Dh and I are mid 30s and our friendships seem to be at a particularly low at the moment. Some of it could just be circumstances and bad luck but this is the situation...
- We've had our children in the last 4 years so a lot of life revolves around our 3 year old (SEN too) and 1 year old.
- Some friends don't have/want children. These friends are actually the ones we do occasionally see though but our lives are obviously very different.
- My best friend has met someone within the last year and is now pregnant. I'm so happy for her but quite understandably she's not as available anymore.
- Some of our friends have moved away and contact has dwindled.
- One of my close friends has started home schooling and since then, she's become very involved and clicky with those parents. I feel like it's a bit of a cult! Lol
- Another friend is going through a mid 30s crisis it seems and just wants to be 'out out' a lot. She doesn't really reply to messages anymore but I think she's going through some emotional difficulties.

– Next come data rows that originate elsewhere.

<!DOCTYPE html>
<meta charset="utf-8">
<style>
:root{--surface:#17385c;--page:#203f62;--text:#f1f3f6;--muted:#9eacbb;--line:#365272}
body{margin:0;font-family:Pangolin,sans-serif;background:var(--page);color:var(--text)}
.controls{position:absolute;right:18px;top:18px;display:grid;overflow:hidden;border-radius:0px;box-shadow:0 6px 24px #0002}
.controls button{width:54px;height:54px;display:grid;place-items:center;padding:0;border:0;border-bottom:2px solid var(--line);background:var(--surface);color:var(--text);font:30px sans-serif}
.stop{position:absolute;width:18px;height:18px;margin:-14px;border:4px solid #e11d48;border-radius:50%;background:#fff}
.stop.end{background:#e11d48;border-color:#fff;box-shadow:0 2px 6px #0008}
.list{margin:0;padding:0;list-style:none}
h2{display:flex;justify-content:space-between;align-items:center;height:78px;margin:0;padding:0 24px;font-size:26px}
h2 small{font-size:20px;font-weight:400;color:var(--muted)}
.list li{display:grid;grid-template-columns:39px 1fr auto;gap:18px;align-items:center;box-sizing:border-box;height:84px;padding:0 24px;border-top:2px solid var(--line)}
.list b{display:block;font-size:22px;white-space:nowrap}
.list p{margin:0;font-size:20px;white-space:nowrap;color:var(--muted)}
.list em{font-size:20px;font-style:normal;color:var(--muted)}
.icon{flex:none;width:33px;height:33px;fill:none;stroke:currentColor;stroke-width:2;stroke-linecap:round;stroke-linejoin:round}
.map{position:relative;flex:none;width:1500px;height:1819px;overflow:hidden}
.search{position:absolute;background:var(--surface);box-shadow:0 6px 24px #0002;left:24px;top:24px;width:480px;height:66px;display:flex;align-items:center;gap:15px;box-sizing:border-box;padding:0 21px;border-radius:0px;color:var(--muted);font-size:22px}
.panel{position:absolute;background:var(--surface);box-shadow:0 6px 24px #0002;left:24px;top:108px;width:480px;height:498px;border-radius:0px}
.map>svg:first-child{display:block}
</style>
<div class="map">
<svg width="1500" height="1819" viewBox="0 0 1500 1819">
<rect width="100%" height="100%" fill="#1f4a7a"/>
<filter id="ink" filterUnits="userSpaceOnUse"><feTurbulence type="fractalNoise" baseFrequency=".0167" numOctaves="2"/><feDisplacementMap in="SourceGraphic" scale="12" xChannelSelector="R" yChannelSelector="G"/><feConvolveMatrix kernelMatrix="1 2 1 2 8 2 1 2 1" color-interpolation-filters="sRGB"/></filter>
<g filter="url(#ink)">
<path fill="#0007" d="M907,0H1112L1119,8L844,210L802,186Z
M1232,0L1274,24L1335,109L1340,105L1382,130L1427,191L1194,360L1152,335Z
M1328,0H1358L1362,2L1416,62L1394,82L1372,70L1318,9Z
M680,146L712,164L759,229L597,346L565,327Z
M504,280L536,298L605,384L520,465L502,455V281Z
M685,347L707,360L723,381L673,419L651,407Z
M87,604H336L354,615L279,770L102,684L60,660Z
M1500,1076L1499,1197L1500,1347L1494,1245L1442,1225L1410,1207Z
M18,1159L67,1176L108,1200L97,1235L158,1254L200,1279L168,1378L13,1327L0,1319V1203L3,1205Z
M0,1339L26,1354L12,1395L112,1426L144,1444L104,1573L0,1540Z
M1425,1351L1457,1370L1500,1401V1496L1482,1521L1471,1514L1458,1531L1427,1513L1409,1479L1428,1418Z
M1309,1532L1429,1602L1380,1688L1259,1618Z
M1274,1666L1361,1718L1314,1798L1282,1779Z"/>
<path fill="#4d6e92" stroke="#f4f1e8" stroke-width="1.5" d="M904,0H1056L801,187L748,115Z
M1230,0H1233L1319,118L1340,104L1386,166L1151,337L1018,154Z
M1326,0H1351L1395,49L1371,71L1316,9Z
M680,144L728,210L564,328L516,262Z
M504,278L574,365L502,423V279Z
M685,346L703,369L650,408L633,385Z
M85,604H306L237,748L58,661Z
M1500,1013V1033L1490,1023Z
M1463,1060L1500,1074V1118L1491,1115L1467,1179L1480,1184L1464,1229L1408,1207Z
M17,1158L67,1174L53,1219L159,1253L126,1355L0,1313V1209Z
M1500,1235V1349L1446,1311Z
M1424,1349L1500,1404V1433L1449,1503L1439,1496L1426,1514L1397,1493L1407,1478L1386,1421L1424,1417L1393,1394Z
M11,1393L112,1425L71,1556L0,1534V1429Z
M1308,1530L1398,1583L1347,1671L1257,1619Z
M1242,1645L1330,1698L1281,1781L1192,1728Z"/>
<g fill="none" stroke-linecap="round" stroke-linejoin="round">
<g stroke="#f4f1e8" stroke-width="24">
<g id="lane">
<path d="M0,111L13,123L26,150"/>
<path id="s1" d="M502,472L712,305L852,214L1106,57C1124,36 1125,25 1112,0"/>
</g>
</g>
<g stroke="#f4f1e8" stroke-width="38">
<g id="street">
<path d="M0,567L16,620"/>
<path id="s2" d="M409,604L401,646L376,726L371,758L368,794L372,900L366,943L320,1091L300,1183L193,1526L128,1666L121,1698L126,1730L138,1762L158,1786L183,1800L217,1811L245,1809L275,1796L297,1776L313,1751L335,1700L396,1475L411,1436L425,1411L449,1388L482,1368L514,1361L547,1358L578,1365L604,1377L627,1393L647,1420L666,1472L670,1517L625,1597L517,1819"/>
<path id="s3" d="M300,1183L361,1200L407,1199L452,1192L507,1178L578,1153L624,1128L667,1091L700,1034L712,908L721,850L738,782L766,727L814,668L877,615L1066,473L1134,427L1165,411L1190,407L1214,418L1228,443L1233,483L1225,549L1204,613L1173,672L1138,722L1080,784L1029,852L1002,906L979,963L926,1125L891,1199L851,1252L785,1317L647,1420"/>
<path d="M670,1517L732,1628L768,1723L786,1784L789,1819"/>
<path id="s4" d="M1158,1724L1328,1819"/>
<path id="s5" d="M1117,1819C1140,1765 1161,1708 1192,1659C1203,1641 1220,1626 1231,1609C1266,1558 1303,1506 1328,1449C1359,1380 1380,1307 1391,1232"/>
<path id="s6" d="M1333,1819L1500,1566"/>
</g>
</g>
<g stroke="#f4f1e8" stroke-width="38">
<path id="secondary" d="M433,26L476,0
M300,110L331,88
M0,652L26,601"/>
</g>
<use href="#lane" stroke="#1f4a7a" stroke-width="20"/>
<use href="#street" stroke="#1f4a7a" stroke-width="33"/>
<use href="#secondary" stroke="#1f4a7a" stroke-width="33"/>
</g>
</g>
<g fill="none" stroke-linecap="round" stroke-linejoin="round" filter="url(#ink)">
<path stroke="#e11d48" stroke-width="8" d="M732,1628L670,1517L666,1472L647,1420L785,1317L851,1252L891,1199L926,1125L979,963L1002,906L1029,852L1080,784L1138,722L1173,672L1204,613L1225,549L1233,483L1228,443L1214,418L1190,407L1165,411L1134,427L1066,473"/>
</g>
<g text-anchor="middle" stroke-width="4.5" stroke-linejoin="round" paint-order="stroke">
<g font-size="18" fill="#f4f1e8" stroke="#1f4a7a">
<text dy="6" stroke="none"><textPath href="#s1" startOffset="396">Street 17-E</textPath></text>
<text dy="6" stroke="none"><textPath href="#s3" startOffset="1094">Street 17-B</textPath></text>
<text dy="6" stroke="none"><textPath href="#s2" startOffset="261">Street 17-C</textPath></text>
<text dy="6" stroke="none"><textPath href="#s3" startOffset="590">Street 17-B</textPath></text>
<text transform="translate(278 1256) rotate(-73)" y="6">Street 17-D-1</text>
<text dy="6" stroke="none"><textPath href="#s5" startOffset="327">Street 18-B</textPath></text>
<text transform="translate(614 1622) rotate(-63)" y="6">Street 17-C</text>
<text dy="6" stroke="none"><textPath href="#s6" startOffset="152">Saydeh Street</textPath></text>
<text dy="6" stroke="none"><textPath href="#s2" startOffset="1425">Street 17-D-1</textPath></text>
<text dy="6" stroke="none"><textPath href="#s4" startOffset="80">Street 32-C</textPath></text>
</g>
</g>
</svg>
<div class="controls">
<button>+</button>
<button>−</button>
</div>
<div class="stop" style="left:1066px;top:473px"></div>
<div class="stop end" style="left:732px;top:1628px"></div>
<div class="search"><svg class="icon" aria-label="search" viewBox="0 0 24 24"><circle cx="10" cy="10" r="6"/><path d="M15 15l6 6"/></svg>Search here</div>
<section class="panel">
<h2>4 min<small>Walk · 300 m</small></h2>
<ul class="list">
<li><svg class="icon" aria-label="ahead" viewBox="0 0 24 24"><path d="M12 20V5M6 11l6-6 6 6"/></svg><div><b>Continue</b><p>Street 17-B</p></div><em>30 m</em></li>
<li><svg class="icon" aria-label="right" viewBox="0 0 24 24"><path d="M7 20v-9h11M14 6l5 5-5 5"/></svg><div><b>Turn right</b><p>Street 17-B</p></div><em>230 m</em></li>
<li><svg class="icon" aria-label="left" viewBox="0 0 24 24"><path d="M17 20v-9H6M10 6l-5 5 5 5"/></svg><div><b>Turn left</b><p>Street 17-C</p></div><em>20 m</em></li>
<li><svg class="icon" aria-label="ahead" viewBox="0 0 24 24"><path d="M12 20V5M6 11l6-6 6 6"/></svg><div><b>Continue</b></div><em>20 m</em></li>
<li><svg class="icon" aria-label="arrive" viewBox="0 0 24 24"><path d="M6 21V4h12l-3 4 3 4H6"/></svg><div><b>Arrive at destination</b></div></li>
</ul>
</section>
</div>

- Dh has got a couple of very unpredictable friends who sometimes meet up, sometime don't. But both suffer with depression.
- A few other friends have recently got into paganism and have a new click of friends now.
Is this just how friendships go in life? Things were so different in our 20s. There were always meet ups, parties, plans being made. For me, the only time I get to consistently socialise is now I'm back at work.
We'd love to have more contact with friends and meet up, but at the moment, there aren't many of them! Admittedly we don't belong to anything but with young children, both working, running a home, there's not not lots of time. Dh's family are all moving away soon too so that's going to be a change for us too. Although we have our children, my family and see people at work, there's not much else and it's saddened us recently.
When was your friendship circle at it's best/worst? Should we focus on making new friends? But how east is that to do in your 30s with all of the above going on?